■ Activity
Look through the entries below and show every line containing the word "Céspedes".

——————

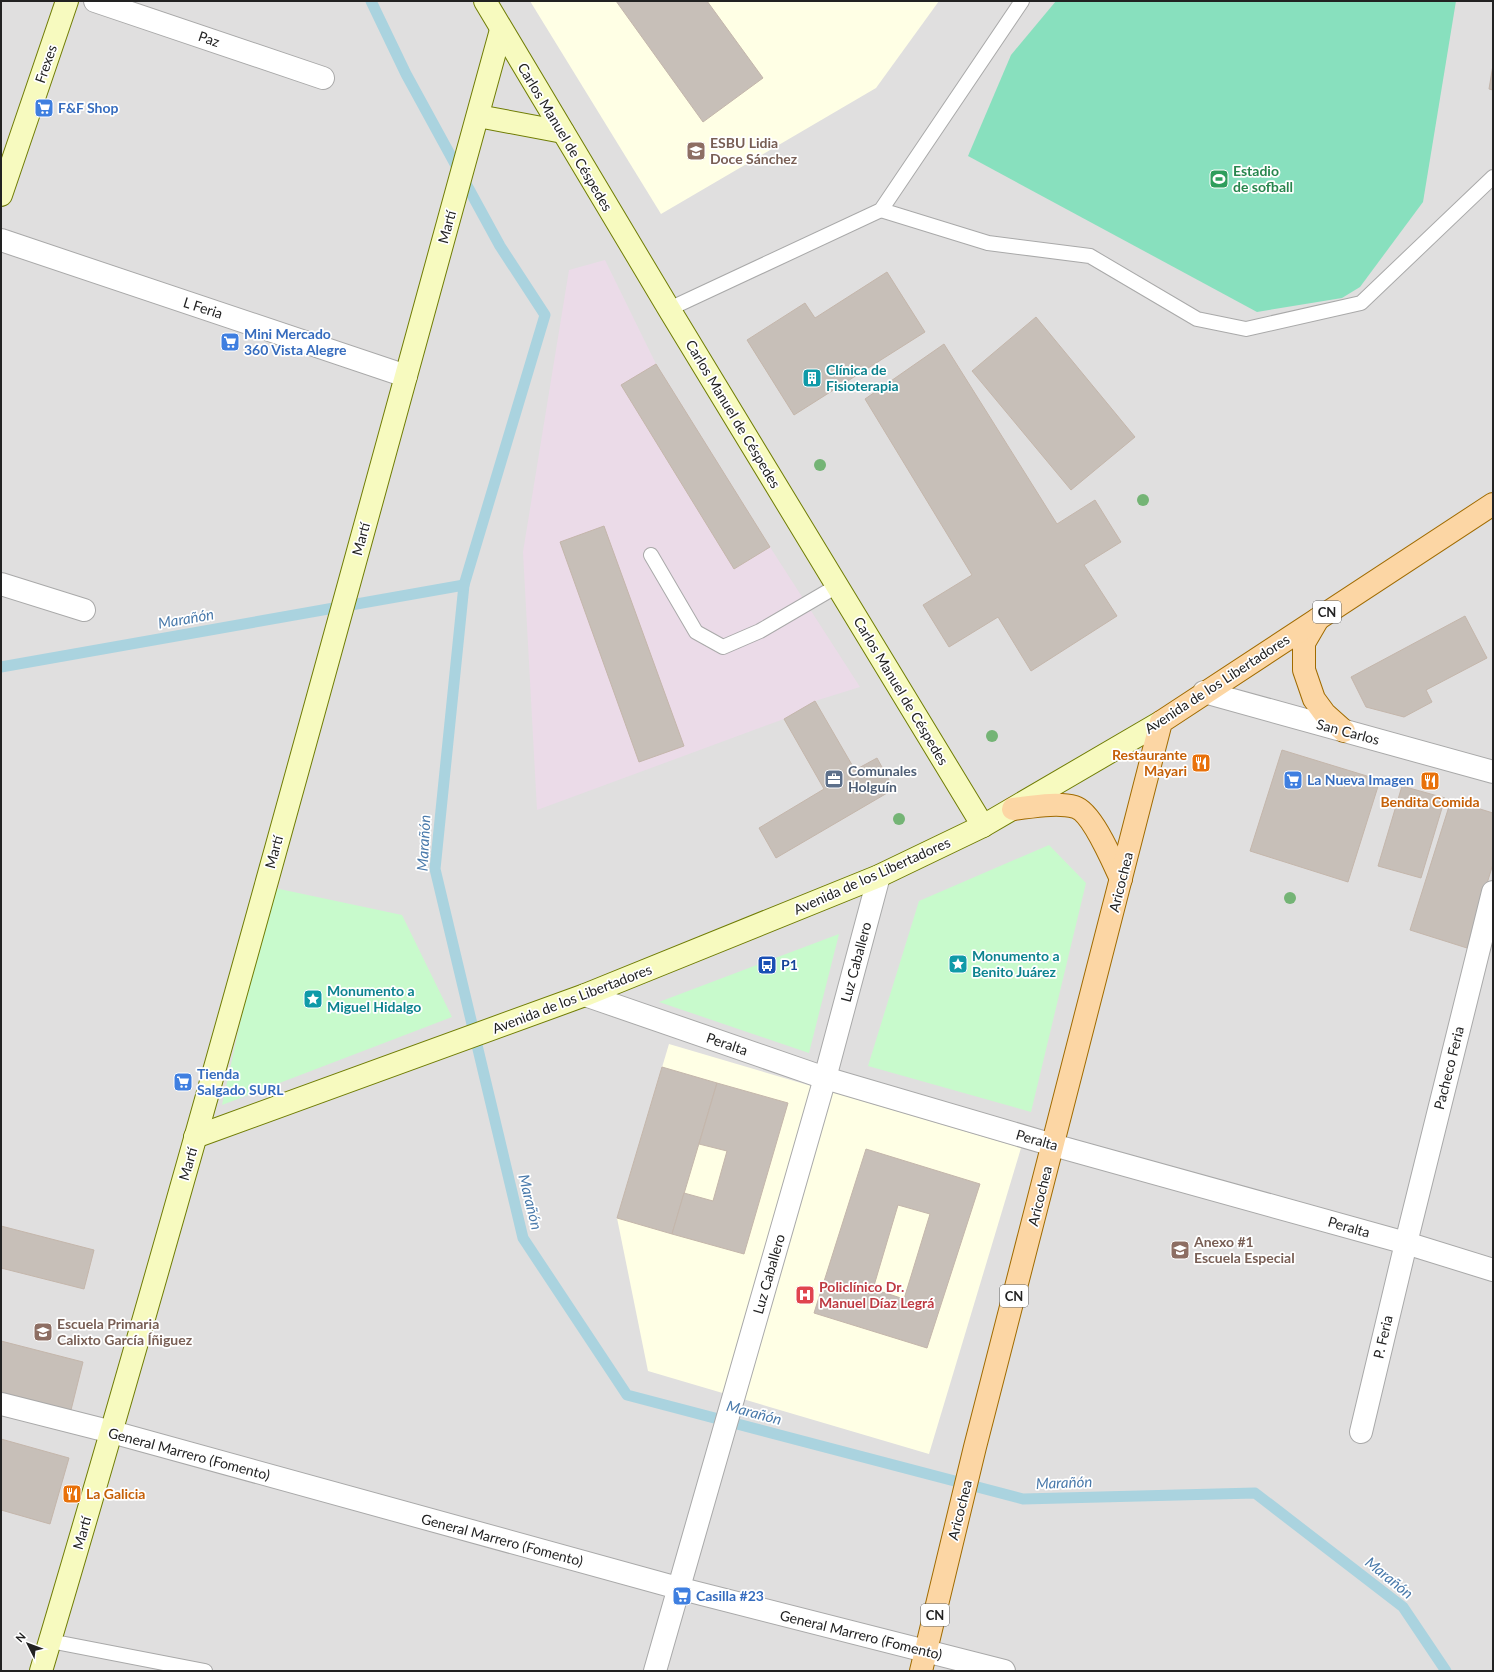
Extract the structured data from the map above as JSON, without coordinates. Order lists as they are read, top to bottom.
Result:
{
  "streets": {
    "main road": [
      "Frexes",
      "Carlos Manuel de Céspedes",
      "Martí",
      "CN",
      "Avenida de los Libertadores",
      "Aricochea"
    ],
    "street": [
      "Paz",
      "L Feria",
      "San Carlos",
      "Luz Caballero",
      "Peralta",
      "Pacheco Feria",
      "P. Feria",
      "General Marrero (Fomento)"
    ]
  },
  "crossings": [
    ["Carlos Manuel de Céspedes", "Martí"],
    ["Carlos Manuel de Céspedes", "Avenida de los Libertadores"],
    ["Martí", "L Feria"],
    ["Martí", "Avenida de los Libertadores"],
    ["Martí", "General Marrero (Fomento)"],
    ["Avenida de los Libertadores", "San Carlos"],
    ["Avenida de los Libertadores", "Aricochea"],
    ["Avenida de los Libertadores", "Luz Caballero"],
    ["Avenida de los Libertadores", "Peralta"],
    ["Aricochea", "Peralta"],
    ["Aricochea", "General Marrero (Fomento)"],
    ["Luz Caballero", "Peralta"],
    ["Luz Caballero", "General Marrero (Fomento)"],
    ["Peralta", "Pacheco Feria"],
    ["Peralta", "P. Feria"],
    ["Pacheco Feria", "P. Feria"]
  ],
  "water": ["Marañón"],
  "places": {
    "supermarket": [
      "F&F Shop",
      "Mini Mercado 360 Vista Alegre",
      "La Nueva Imagen",
      "Tienda Salgado SURL",
      "Casilla #23"
    ],
    "school or university": ["ESBU Lidia Doce Sánchez", "Anexo #1 Escuela Especial", "Escuela Primaria Calixto García Íñiguez"],
    "sports": ["Estadio de sofball"],
    "building": ["Clínica de Fisioterapia"],
    "restaurant": ["Restaurante Mayari", "Bendita Comida", "La Galicia"],
    "office": ["Comunales Holguín"],
    "place": ["Monumento a Benito Juárez", "Monumento a Miguel Hidalgo"],
    "bus stop": ["P1"],
    "hospital": ["Policlínico Dr. Manuel Díaz Legrá"]
  },
  "north": "top left"
}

——————

■ Answer to this task
      "Carlos Manuel de Céspedes",
    ["Carlos Manuel de Céspedes", "Martí"],
    ["Carlos Manuel de Céspedes", "Avenida de los Libertadores"],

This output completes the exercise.